Scientific Understanding of Consciousness
Consciousness as an Emergent Property of Thalamocortical Activity

Cognition

 

Nature Neuroscience, published online 22 October 2006 one

Bayesian inference with probabilistic population codes

Wei Ji Ma1'3, Jeffrey M Beck1'3, Peter E Latham2 & Alexandre Pongee

1Department of Brain and Cognitive Sciences, Meliora Hall, University of Rochester, Rochester, New York 14627, USA. 2Gatsby Computational Neuroscience Unit, 17 Queen Square, London WC1N 3AR, UK. 3

Recent psychophysical experiments indicate that humans perform near-optimal Bayesian inference in a wide variety of tasks, ranging from cue integration to decision making to motor control. This implies that neurons both represent probability distributions and combine those distributions according to a close approximation to Bayes' rule. At first sight, it would seem that the high variability in the responses of cortical neurons would make it difficult to implement such optimal statistical inference in cortical circuits. We argue that, in fact, this variability implies that populations of neurons automatically represent probability distributions over the stimulus, a type of code we call probabilistic population codes. Moreover, we demonstrate that the Poisson-like variability observed in cortex reduces a broad class of Bayesian inference to simple linear combinations of populations of neural activity. These results hold for arbitrary probability distributions over the stimulus, for tuning curves of arbitrary shape and for realistic neuronal variability.

Virtually all computations performed by the nervous system are subject to uncertainty, and taking this into account is critical for making inferences about the outside world. For instance, imagine hiking in a forest and having to jump over a stream. To decide whether or not to jump, you could compute the width of the stream and compare it to your internal estimate of your jumping ability. If, for example, you can jump 2 m and the stream is 1.9 m wide, then you might choose to jump. The problem with this approach, of course, is that you ignored the uncertainty in the sensory and motor estimates. If you can jump 2 ± 0.4 m and the stream is 1.9 ± 0.5 m wide, jumping over it is very risky—and even life-threatening if it is filled with, say, piranhas.

Behavioral studies have confirmed that human observers not only take uncertainty into account in a wide variety of tasks, but do so in a way that is nearly optimal" (where 'optimal' is used in a Bayesian sense). This has two important implications. First, neural circuits must represent probability distributions. For instance, in our example, the width of the stream could be represented in the brain by a Gaussian distribution with mean 1.9 m and s.d. 0.5 m. Second, neural circuits must be able to combine probability distributions nearly optimally, a process known as Bayesian inference.
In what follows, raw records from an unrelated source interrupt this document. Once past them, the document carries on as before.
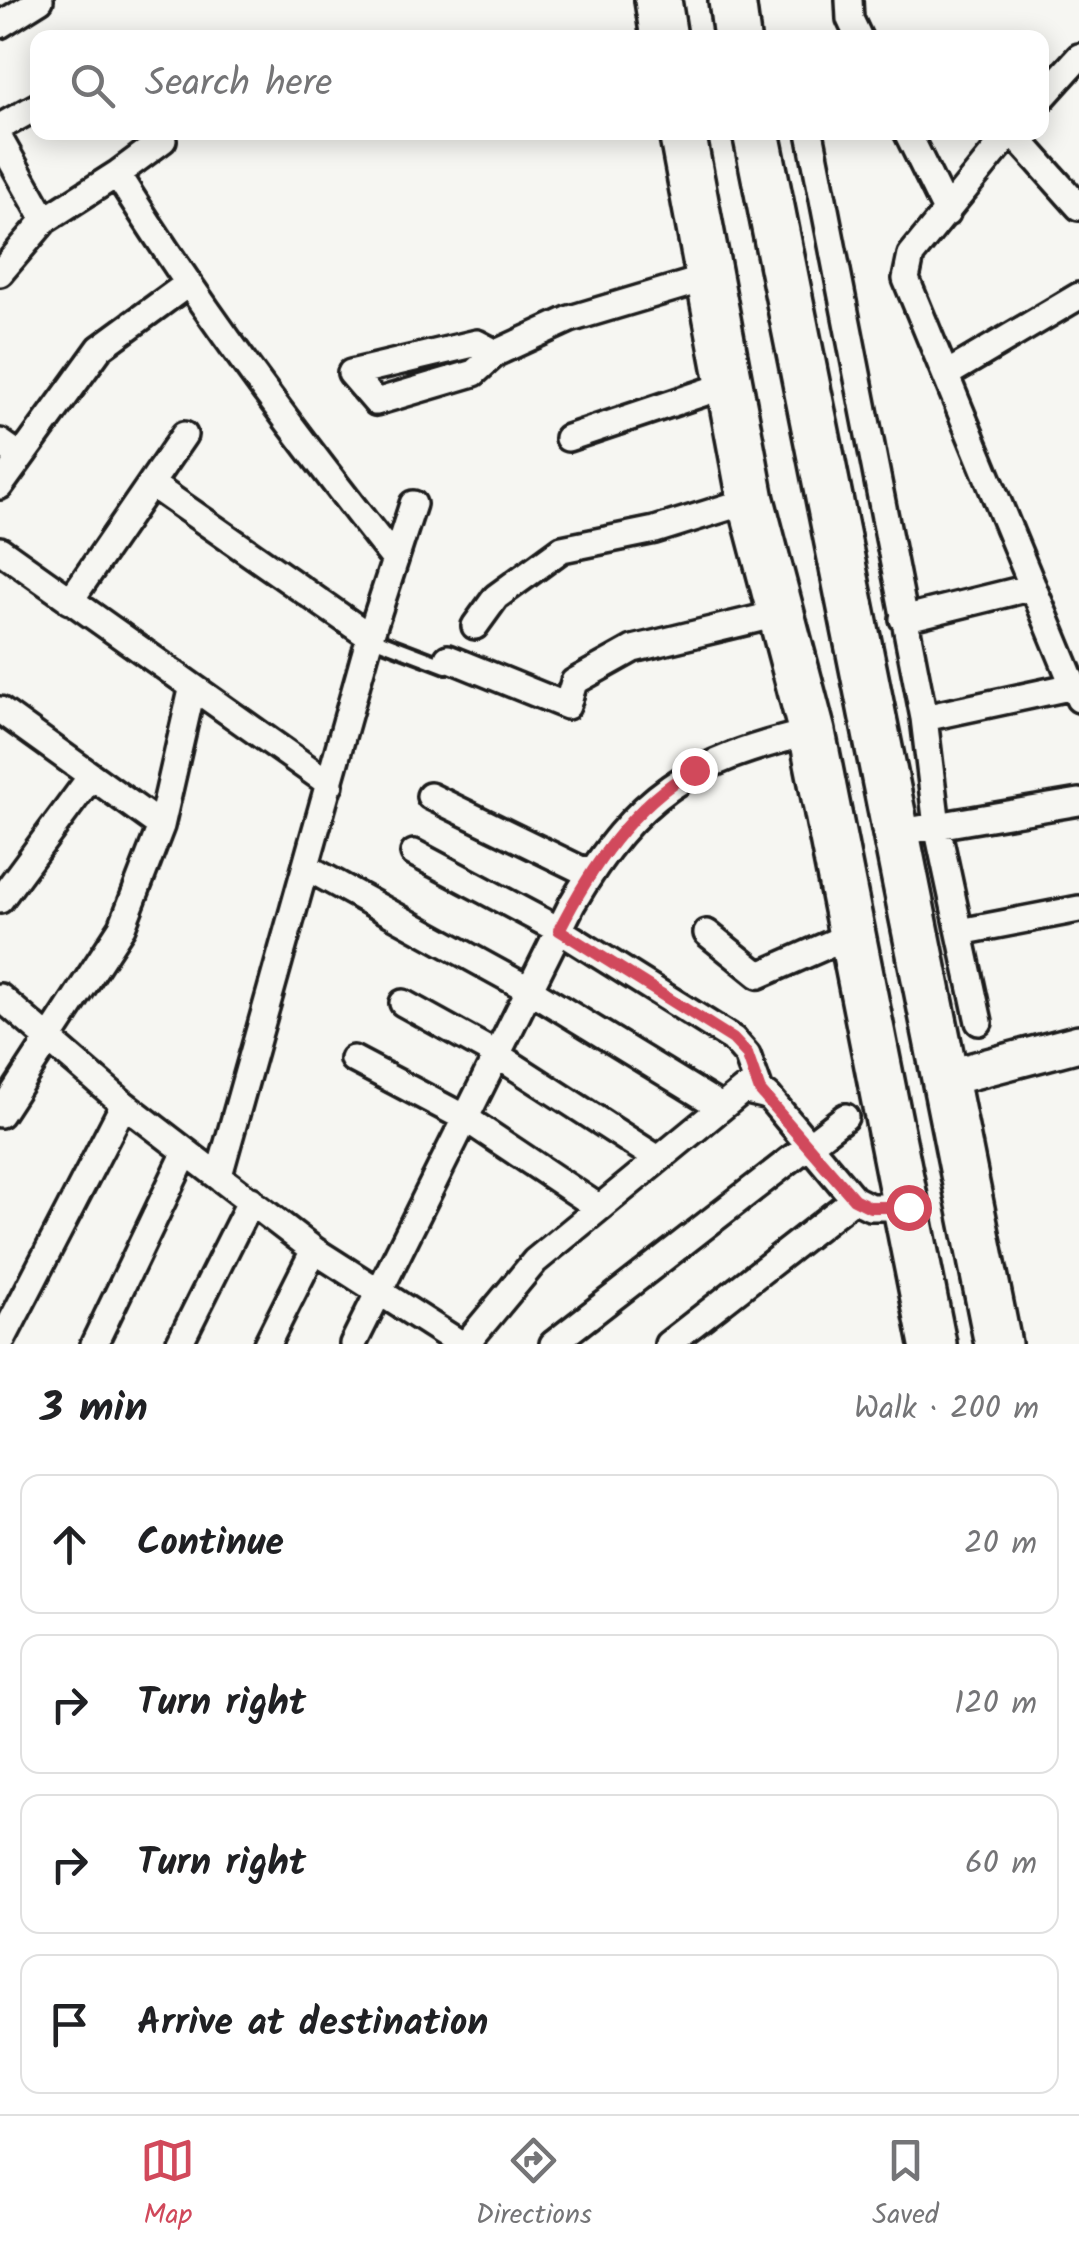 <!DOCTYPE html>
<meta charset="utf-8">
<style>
body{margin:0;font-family:Kalam,sans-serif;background:#f6f6f6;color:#202124}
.stop{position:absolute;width:30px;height:30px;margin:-22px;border:8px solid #d1495b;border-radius:50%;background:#fff}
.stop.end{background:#d1495b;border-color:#fff;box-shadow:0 2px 10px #0008}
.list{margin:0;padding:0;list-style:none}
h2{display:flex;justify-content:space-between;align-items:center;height:130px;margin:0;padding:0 40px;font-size:42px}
h2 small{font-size:32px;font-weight:400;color:#757577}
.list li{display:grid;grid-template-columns:65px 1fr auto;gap:30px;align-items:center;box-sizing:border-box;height:140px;margin:0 20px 20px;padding:0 20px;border:2px solid #e0e0e0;border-radius:20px}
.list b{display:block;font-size:38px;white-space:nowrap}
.list em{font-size:32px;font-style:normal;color:#757577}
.icon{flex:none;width:55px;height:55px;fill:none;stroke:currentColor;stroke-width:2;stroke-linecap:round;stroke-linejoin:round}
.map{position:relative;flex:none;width:1079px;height:1344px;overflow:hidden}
.search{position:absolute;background:#fff;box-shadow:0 5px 25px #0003;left:30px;right:30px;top:30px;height:110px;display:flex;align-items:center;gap:25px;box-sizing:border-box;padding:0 35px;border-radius:20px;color:#757577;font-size:38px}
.sheet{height:770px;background:#fff}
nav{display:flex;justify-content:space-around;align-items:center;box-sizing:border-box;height:140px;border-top:2px solid #e0e0e0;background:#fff;font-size:28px;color:#757577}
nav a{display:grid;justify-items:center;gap:5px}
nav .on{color:#d1495b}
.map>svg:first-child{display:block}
</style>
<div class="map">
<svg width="1079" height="1344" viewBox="0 0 1079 1344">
<rect width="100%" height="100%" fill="#f6f6f2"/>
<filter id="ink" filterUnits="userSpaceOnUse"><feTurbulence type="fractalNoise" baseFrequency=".01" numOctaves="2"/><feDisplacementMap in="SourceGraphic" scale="20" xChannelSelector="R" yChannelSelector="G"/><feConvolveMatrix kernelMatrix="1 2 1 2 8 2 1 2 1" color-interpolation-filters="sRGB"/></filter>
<g filter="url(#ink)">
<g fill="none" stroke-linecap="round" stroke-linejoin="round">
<g stroke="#1c1c1c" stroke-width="20">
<path id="lane" d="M 370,637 L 446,666"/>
</g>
<g stroke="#1c1c1c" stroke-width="32">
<path id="street" d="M 849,0 L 850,19 L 859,38
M 0,25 L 40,0
M 1042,98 L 1079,57
M 0,127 L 38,106
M 810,132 L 924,718 L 937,826 L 979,1022
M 907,132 L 947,213
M 1011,132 L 911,255 L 906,279 L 1079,699
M 1012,132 L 1079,207
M 0,140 L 45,220 L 117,174 C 201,309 296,435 395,560
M 117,174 L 163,140
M 0,273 L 45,220
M 496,353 L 477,343 L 351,373 L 376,402 L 474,373 L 496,353 L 570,319 L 711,277
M 947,374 L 1079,296
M 568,438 L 730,384
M 0,442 L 20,456
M 151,484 L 370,637
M 0,486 L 100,348 L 186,285
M 0,550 L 330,784
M 70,601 L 184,435
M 903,619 L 1033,587
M 475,626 L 496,597 L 562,549 L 655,530 L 751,500
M 448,658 L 567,706 L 574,682 L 633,649 L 778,614
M 0,710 L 161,826
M 924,718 L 1074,686
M 430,796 L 590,874
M 895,833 L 1079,802
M 414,853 L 559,930 L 733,1039 L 747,1055 L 760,1091
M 308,868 L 530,990 L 721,1107
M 0,900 L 90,778
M 960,932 L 1079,909
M 707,933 L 759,975 L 853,934
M 0,997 L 124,1104 L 314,1250 L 461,1344
M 403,1003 L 497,1055 L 658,1159
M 353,1059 L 465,1118 L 598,1207
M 0,1114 L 122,927 L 161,826 L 192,690
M 219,1175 L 370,637 L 413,504
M 0,1344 L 124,1104
M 94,1344 L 186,1152
M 179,1344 L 251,1200
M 267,1344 L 314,1250
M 353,1344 L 572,904 C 637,794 689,761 812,732
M 466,1344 L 535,1261 L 743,1090 L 768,1096 L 854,1199 L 870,1207 L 908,1207
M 553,1344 L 845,1117
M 668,1344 L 854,1199"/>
</g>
<g stroke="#1c1c1c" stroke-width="42">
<path id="secondary" d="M 946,1078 L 1079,1043"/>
</g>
<g stroke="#1c1c1c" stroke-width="52">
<path id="highway" d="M 658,0 L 664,38
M 732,0 L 737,38
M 682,132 L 751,500 L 812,732 L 933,1344
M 756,132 L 998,1344"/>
</g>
<use href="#lane" stroke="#f6f6f2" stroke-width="12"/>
<use href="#street" stroke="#f6f6f2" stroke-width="25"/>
<use href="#secondary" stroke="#f6f6f2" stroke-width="35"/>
<use href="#highway" stroke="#f6f6f2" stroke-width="45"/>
</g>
</g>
<g fill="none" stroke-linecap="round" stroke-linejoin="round" filter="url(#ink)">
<path stroke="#d1495b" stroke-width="12" d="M 694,770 C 632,805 590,869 559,930 L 733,1039 L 747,1054 L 760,1091 L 854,1199 L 870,1207 L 908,1207"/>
</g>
</svg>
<div class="stop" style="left:908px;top:1207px"></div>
<div class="stop end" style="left:694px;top:770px"></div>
<div class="search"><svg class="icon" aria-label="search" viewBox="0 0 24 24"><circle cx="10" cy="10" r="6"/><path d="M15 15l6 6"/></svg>Search here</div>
</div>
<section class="sheet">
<h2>3 min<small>Walk · 200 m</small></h2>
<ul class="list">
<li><svg class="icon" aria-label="ahead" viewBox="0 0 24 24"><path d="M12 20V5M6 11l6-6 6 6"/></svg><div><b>Continue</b></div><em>20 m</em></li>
<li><svg class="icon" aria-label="right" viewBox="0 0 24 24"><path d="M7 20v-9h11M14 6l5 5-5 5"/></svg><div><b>Turn right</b></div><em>120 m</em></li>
<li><svg class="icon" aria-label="right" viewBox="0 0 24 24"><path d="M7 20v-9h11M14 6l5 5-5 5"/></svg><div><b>Turn right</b></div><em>60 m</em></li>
<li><svg class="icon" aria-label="arrive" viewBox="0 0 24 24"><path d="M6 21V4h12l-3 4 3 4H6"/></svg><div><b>Arrive at destination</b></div></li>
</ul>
</section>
<nav>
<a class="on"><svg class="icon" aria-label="map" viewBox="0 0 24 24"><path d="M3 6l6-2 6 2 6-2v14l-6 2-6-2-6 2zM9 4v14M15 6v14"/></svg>Map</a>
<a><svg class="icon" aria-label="directions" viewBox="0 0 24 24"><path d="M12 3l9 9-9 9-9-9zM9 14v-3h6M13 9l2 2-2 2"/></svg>Directions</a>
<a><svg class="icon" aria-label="saved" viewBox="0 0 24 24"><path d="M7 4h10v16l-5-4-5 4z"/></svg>Saved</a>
</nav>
Although it is clear experimentally that human behavior is nearly Bayes-optimal in a wide variety of tasks, very little is known about the neural basis of this optimality. In particular, we do not know how probability distributions are represented in neuronal responses, nor how neural circuits implement Bayesian inference. At first sight, it would seem that cortical neurons are not well suited to this task, as their responses are highly variable: the spike count of cortical neurons in response to the same sensory variable (such as the direction of motion of a visual stimulus) or motor command varies greatly from trial to trial, typically with Poisson-like statistics. It is critical to realize, however, that variability and uncertainty go hand in hand: if neuronal variability did not exist, that is, if neurons were to fire in exactly the same way every time you saw the same object, then you would always know with certainty what object was presented. Thus, uncertainty about the width of the river in the above example is intimately related to the fact that neurons in the visual cortex do not fire in exactly the same way every time you see a river that is 2 m wide. This variability is partly due to internal noise (like stochastic neurotransmitter release), but the potentially more important component arises from the fact that rivers of the same width can look different, and thus give rise to different neuronal responses, when viewed from different distances or vantage points.

Neural variability, then, is not incompatible with the notion that humans can be Bayes-optimal; on the contrary, as we have just seen, neural variability is expected when subjects experience uncertainty. What it not clear, however, is exactly how optimal inference is achieved given the particular type of noise—Poisson-like variability—observed in the cortex. Here we show that Poisson-like variability makes a broad class of Bayesian inferences particularly easy. Specifically, this variability has a unique property: it allows neurons to represent probability distributions in a format that reduces optimal Bayesian inference to simple linear combinations of neural activities.

Our notion of probabilistic population codes offers a new perspective on the role of Poisson-like variability. The presence of such variability throughout the cortex suggests that the entire cortex represents probability distributions, not just estimates, which is precisely what would be expected from a Bayesian perspective. We propose that these distributions are collapsed onto estimates only when decisions are needed, a process that may take place in motor cortex or in subcortical structures. Notably, our previous work shows that attractor dynamics in these decision networks could perform this step optimally by computing maximum a posteriori estimates.